Tout en respectant le travail de qualité qu’ont réalisé M. le rapporteur et la commission de même que l’argumentation qu’ils défendent, j’abonderai dans le sens de ceux de mes collègues qui se sont exprimés sur l’article 11.
Certes, la volonté de préserver l’emploi est partagée par toutes et tous. Néanmoins, au-delà de son efficacité supposée, cette mesure nous paraît éthiquement injuste et constitutionnellement tendancieuse.
Comme Bruno Retailleau l’a rappelé, nous affirmons de plus en plus souvent notre volonté de simplifier les normes, mais, en réalité, nous ne faisons qu’alourdir les codes, notamment le code du travail.
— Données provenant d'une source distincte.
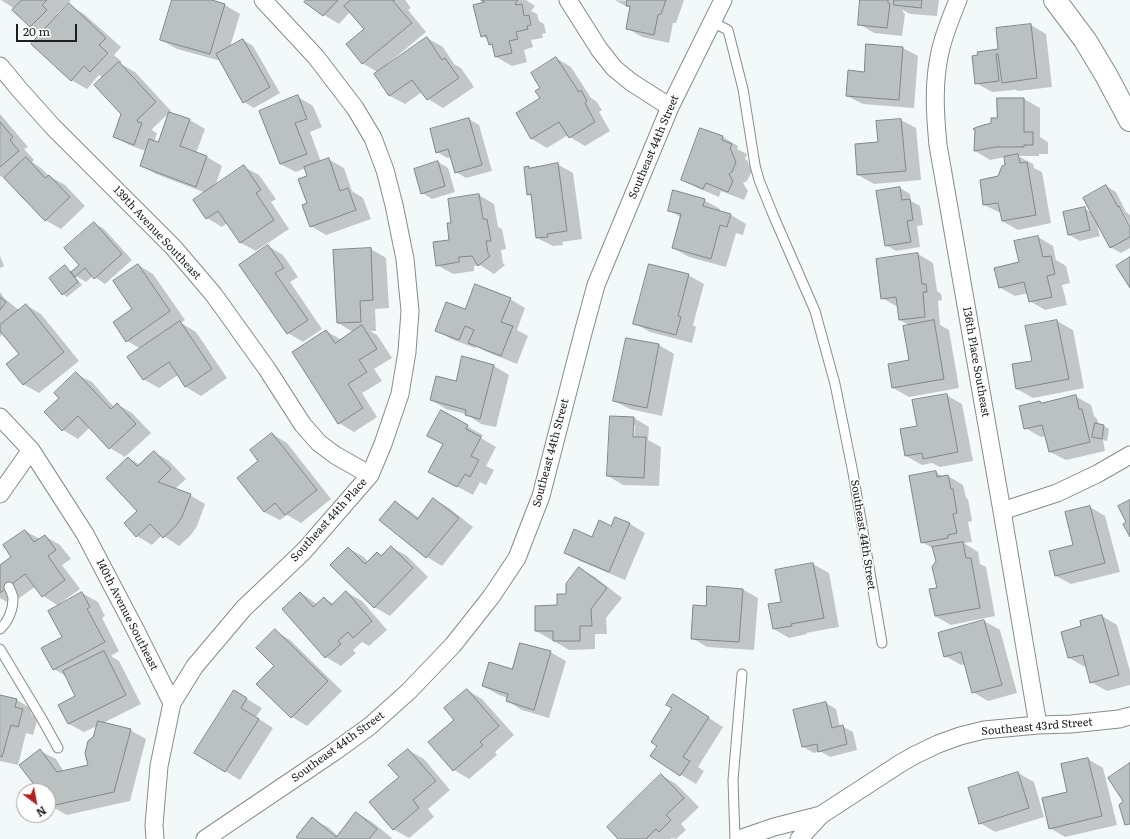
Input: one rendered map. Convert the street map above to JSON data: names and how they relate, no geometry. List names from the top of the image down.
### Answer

Ainsi, le surplus de complexité dans la transmission des entreprises qu’introduirait cet article 12 se ferait uniquement au détriment du propriétaire et des associés, sans que les salariés puissent en tirer le moindre bénéfice.
Cette mesure apparaît injuste, car le propriétaire perdrait la liberté d’attendre la meilleure offre. Cette conséquence ne peut être niée. En effet, l’alinéa 6 précise que la cession « ne peut intervenir avant l’expiration d’un délai de deux mois à compter de la notification qu’il fait à la société de son intention de vendre, afin de permettre à un ou plusieurs salariés de présenter une offre d’achat de cette participation. »
En d’autres termes, pendant deux mois le propriétaire ne sera plus maître de son bien. Or, personne ne venant partager les risques financiers encourus par le propriétaire et les associés lorsqu’ils sont en possession de l’entreprise, il n’y a pas de raison que les gains qu’ils puissent tirer de la vente soient menacés par un tiers, même si celui-ci est un salarié de l’entreprise.
En outre, cette mesure soulève une question constitutionnelle. En effet, le droit de propriété figure dans la Déclaration des droits de l’homme et du citoyen de 1789 disposant que la propriété est un droit « inviolable et sacré ». Et si le Conseil constitutionnel admet qu’il puisse être dérogé à ce principe, il ne l’accepte que pour la préservation d’un autre principe constitutionnel ou pour la préservation de l’intérêt général.
Dans le cas de l’instauration de ces délais permettant aux salariés de présenter une offre de rachat, le principe de proportionnalité entre la fin et les moyens ne me semble pas respecté.
Enfin, sur le plan de l’efficacité, votre dispositif nous semble contre-productif. Rappelons les conditions d’une cession de parts.
Au début du processus, le prix attendu par le propriétaire est volontairement au plus haut. Comme souvent quand la vente n’aboutit pas immédiatement, les exigences financières du propriétaire sont revues à la baisse après plusieurs mois. Par conséquent, on peut s’interroger sur l’utilité de faire intervenir les salariés en début de processus, lorsque le prix de la cession est au plus haut et alors qu’à ce moment les salariés ne disposent pas des fonds nécessaires.
L’ensemble de ces éléments nous conduit à considérer que l’exclusivité accordée aux salariés pour formuler une offre de reprise serait inopérante dans la plupart des cas, lorsqu’elle ne serait pas contre-productive. En effet, il existe un risque certain de voir les salariés faire une offre de reprise prématurée qui ne rendra pas compte de la réalité du rapport de force entre offreur et demandeur, sans oublier la question de confiance que cela soulève.
En conclusion, parce que l’instauration d’un délai permettant aux salariés de présenter une offre de rachat nous paraît inacceptable sur le plan éthique et contre-productive pour les salariés, notre groupe propose la suppression de cet article 12.